About this exercise: Extract each line of the records below that contains the word "need".

───── Information

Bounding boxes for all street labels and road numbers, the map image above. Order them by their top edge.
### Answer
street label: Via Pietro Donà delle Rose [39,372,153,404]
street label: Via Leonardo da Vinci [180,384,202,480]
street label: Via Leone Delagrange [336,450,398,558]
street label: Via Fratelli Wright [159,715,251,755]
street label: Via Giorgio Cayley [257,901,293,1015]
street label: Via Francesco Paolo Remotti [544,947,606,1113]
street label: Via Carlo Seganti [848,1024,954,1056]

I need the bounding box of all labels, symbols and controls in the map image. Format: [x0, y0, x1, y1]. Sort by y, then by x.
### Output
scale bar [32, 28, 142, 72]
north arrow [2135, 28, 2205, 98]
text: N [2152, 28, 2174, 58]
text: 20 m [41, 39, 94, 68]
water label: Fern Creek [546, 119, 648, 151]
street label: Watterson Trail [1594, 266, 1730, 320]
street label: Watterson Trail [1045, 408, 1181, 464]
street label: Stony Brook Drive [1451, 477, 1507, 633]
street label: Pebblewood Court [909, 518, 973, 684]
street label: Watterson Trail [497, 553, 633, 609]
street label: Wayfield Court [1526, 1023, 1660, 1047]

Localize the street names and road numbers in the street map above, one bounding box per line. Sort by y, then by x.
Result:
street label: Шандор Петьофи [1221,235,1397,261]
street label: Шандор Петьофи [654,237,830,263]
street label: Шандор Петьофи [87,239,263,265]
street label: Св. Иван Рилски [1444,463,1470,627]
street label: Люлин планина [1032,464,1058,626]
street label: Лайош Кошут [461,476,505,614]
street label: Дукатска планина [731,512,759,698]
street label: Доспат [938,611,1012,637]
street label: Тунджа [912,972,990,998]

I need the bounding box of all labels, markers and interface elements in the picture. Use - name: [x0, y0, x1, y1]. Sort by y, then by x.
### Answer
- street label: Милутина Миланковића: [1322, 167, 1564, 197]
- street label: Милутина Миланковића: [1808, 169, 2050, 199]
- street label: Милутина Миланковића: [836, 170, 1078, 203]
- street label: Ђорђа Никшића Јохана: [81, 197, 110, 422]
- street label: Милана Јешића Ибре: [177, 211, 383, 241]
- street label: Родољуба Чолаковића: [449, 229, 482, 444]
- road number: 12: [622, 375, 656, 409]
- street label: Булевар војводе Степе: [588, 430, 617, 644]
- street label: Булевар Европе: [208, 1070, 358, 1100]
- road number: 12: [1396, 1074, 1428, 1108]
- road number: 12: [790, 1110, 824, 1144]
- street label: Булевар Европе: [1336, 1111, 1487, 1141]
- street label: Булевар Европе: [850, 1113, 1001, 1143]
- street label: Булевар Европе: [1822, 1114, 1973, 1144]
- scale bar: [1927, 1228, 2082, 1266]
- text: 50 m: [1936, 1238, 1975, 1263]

──────────

Answer to the exercise:
I need the bounding box of all labels, symbols and controls in the map image. Format: [x0, y0, x1, y1]. Sort by y, then by x.
I need the bounding box of all labels, markers and interface elements in the picture. Use - name: [x0, y0, x1, y1]. Sort by y, then by x.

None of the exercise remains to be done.